I’ve been doing Mr. Kehoe proud, especially since discovering the blog of Travis Lupick, the current rights media print intern at the Daily Times who self-identifies as (a) “writer. news junkie. obsessed with music. and I don’t sleep very much.”
Based on what I’ve read of Travis’ blog I’ve got some big shoes to fill at the Times, but I’m hoping our seemingly similar interests will at least ease the transition.
Also music-obsessed, tonight I read and write to the reggae sound of Lucius Banda (pictured above).
Once a politician and a member of parliament, top Malawian musician Lucius Banda was convicted of forging his Malawi School Certificate for Education – academic qualifications that enabled him to stand for parliament – in 2006 and served a prison sentence. Banda’s political career ended with the conviction, but the popularity of his protest music in Malawi has endured (despite being banned by MBC state radio).
Listen to his summer 2011 track Tijamalira (Why We Cry) here:
“People of Africa, including Malawi, have realized that it is their responsibility to speak out and hold their government accountable.
Malawians refuse to be nothing.
We shall say something even if it means going to prison.
Malawians have to embrace the concept of active citizenship.
Because this is their country and, believe it or not, there’ll never be another Malawi.”
– lyrics from Lucius Banda’s Tikamalira (Why We Cry)
I’ve been tuning in to Malawian current events to prepare for my placement as the media rights print officer at the Daily Times newspaper in Blantyre beginning January 2012.
Through a mix of online news articles, Facebook group posts and Twitter feeds I’ve begun to build files on political, economic, legal and human rights issues – the coming 2014 presidential election, the arrest of the former general manager of the Malawi Housing Corporation on corruption charges, the emergent uranium mining industry, the Law Commission’s charge to review repressive sections of the Penal Code and Police Act, various student protests and the use of force by the Malawi Police Service (MPS) to put a stop to them, to name a few.
A shortage of story ideas at pitch meetings certainly won’t be a challenge I’ll face.
Although I can’t claim a full understanding of all factors embroiled in these issues from my office in Ontario, I have observed explicit tones of distrust in government as well as an indirect disenchantment with the efficacy of the media to attain and issue the truth.
Coincidentally a comment posted by a user under the name “truth” has been my most recent motivator.

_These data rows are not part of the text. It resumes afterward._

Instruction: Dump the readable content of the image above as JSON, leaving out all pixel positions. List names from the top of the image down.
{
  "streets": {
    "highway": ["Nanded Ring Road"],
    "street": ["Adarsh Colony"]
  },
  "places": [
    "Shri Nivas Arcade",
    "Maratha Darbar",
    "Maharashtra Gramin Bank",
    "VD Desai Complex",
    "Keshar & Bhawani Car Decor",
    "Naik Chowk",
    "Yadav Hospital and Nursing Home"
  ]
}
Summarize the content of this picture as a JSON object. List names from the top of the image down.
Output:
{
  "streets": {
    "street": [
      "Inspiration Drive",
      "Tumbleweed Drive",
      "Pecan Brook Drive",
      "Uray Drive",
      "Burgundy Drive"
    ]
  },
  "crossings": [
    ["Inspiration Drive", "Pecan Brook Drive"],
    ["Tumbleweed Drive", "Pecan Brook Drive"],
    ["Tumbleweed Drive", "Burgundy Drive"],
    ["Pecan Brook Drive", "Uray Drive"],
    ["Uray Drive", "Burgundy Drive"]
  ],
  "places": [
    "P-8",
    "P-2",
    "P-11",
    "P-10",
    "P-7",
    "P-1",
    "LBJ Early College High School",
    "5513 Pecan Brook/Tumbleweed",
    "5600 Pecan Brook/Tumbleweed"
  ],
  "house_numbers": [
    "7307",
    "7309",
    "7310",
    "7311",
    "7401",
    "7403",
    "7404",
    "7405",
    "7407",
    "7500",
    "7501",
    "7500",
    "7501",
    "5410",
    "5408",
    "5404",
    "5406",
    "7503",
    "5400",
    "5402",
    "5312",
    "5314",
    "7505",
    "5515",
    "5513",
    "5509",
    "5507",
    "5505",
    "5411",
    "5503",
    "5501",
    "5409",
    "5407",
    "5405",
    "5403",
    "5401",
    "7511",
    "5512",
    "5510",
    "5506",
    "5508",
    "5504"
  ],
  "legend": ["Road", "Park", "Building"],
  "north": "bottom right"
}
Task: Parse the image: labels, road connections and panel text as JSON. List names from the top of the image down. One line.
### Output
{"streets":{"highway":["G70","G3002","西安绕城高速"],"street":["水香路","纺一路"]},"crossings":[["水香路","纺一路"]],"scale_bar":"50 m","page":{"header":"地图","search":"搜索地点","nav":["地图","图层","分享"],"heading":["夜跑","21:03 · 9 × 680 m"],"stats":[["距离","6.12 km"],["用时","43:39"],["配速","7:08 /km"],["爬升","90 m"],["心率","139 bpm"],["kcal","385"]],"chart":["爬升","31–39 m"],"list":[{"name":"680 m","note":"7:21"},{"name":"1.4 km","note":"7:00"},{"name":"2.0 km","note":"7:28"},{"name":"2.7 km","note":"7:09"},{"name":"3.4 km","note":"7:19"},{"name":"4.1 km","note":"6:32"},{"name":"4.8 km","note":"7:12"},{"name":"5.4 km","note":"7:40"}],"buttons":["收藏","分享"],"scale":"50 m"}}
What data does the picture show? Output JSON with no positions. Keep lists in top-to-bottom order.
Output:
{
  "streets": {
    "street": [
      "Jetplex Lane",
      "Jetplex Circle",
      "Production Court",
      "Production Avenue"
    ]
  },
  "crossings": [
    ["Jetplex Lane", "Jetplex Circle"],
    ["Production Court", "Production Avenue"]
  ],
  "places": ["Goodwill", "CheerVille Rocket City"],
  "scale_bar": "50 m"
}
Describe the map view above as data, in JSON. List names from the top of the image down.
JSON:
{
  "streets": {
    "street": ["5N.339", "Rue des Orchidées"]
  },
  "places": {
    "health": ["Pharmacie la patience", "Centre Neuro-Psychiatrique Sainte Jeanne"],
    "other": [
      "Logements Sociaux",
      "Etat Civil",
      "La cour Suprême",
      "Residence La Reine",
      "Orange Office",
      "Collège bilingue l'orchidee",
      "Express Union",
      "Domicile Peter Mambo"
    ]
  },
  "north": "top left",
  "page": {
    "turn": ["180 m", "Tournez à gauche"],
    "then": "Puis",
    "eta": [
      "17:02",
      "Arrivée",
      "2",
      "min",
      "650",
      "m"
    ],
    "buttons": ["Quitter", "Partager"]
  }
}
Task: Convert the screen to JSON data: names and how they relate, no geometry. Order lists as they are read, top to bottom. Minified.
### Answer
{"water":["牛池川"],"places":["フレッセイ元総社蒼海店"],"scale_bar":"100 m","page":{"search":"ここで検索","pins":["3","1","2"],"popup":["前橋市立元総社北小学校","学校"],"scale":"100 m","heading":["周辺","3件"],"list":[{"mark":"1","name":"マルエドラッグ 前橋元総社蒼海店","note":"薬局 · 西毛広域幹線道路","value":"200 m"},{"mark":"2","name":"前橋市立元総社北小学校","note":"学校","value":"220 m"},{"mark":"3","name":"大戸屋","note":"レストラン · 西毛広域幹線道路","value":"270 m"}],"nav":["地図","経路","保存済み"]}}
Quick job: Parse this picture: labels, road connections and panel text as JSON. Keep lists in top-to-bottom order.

Under “University student death ruled suicide –police”, a September 25 Nyasa Times’ article referring to fourth-year engineering student and political activist Robert Chasowa who was found dead on September 24 at the Polytechnic, the commenter posted:
“onry (sic) God knows the truth to those behind this murder,may (sic) Robert’s soul rest in perfect peace.”
The sentiment of the comment stopped me mid-scroll – that a commenter could be so ready to assume that transparency and accountability were out of reach.
So strengthens my resolve. As the media rights print intern I will promote rights media – the process of writing, collecting, editing, producing and distributing media that creates societal dialogue on human rights issues – in Malawi.
Because I believe in the power of open and free discussion to create positive change.
Because “only god knows the truth” isn’t good enough.